:: TASK TO CARRY OUT ::
Count the lines that contain the string "solid" in the records beneath, and respond with the number only.

:: DATASET ENTRIES ::
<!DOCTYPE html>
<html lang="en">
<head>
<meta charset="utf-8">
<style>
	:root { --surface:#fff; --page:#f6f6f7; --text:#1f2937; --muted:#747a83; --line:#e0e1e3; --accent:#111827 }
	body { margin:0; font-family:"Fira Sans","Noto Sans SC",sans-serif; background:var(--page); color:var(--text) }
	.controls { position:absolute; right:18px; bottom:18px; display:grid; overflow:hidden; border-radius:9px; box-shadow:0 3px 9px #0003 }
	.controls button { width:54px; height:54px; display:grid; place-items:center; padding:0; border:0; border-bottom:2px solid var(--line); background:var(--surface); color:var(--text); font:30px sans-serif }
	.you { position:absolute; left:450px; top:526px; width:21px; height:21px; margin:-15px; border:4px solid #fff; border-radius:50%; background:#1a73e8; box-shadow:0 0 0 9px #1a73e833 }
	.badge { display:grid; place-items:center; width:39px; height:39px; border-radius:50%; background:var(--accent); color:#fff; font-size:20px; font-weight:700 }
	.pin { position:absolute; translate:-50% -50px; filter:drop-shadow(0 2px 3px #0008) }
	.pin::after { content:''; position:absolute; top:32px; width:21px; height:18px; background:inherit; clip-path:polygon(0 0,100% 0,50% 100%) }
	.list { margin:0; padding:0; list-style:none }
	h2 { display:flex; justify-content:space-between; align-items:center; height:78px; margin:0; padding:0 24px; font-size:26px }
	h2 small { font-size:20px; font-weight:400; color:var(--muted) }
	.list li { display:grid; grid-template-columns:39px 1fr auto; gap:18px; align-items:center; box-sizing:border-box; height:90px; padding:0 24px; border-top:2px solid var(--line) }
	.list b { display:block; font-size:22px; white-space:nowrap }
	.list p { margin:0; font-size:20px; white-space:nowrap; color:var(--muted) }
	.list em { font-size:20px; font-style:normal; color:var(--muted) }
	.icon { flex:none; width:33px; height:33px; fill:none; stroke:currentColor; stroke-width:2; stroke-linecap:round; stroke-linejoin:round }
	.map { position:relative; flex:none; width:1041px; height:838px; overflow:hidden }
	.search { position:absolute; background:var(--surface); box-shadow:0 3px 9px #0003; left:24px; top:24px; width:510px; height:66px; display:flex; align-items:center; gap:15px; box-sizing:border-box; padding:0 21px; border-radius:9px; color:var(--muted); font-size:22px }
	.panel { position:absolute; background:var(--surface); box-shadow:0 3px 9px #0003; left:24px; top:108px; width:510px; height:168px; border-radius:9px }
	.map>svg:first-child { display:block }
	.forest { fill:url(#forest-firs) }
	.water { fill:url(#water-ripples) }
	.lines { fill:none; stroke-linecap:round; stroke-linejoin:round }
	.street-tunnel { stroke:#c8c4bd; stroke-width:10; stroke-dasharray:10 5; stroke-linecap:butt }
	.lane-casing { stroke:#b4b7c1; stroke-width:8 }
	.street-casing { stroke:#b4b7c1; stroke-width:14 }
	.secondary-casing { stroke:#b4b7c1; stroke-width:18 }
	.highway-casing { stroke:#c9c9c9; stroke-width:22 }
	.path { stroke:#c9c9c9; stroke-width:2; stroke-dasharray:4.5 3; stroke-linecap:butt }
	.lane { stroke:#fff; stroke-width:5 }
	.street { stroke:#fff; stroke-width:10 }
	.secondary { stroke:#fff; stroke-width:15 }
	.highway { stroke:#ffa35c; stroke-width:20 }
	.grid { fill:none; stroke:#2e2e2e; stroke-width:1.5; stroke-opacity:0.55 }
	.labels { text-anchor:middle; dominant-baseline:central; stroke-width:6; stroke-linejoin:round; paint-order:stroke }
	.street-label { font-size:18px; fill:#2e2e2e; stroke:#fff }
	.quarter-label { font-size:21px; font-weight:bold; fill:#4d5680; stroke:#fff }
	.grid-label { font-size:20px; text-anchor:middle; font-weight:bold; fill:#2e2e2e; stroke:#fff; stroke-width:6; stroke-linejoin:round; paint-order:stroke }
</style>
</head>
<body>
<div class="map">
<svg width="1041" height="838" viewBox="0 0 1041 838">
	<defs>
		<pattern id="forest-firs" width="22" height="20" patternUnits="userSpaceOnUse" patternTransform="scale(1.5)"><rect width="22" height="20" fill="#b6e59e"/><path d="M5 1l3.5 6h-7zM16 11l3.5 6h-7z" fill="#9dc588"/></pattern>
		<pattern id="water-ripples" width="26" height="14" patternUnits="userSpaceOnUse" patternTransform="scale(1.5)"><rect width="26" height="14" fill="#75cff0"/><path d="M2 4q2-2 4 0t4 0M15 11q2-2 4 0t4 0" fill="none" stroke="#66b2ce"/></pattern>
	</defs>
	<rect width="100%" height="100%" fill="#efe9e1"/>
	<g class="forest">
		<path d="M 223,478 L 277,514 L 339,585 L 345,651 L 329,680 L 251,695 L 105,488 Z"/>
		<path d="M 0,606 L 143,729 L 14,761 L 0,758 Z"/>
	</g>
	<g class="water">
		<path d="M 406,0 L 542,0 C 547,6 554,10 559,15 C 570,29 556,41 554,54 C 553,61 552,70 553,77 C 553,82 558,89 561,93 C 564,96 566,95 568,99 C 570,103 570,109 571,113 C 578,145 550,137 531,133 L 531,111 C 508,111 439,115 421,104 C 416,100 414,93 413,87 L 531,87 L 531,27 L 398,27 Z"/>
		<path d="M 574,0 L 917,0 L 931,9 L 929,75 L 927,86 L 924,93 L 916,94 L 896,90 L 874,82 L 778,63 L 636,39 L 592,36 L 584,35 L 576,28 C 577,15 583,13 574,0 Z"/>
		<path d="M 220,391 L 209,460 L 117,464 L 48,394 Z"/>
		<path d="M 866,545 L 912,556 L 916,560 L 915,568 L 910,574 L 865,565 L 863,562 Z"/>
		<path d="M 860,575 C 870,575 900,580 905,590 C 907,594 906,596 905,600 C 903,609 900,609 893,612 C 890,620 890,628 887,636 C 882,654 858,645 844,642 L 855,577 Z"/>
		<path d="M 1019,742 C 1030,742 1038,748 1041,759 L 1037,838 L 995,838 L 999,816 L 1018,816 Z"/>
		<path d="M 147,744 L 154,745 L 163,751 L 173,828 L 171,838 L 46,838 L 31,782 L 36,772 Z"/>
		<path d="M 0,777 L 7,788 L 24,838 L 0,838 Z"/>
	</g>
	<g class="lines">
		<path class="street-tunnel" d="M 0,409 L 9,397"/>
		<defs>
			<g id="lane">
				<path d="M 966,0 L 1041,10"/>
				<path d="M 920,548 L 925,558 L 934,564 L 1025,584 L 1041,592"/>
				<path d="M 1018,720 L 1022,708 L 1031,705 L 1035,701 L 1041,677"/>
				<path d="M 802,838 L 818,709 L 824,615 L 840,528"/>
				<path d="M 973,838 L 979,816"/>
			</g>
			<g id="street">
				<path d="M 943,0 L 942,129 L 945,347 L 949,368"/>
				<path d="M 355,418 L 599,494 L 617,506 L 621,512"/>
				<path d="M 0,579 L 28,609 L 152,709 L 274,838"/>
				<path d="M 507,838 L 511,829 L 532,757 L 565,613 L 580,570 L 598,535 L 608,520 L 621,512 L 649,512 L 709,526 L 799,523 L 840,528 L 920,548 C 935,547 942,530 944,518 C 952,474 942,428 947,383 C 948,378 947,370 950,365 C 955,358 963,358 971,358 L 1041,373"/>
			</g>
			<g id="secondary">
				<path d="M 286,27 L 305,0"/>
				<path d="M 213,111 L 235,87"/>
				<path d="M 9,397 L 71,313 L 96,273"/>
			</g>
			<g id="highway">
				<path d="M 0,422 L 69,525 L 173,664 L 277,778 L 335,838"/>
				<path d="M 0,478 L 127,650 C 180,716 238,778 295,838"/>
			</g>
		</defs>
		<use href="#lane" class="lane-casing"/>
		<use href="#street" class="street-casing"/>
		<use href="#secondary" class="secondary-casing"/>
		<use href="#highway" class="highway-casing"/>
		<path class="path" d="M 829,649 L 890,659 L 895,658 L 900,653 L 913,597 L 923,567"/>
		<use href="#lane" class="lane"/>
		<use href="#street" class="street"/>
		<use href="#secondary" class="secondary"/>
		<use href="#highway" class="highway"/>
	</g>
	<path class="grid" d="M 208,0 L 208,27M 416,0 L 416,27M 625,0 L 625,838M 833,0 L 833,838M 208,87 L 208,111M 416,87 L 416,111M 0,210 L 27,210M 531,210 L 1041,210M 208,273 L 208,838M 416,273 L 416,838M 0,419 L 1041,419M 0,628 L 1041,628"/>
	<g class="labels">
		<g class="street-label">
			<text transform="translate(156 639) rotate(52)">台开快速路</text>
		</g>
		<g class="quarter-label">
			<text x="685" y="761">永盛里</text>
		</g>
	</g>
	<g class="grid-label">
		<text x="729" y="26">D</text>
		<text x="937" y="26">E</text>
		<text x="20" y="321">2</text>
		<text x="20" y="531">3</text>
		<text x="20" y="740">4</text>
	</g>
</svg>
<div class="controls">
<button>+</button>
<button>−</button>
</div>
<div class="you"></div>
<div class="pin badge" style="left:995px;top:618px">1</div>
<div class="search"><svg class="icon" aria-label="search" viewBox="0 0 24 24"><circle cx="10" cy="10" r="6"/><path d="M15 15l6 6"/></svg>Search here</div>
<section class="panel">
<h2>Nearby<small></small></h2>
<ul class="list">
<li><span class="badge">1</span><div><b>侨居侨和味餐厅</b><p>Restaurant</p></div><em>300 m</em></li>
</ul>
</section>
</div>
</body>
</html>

:: TASK SOLUTION ::
3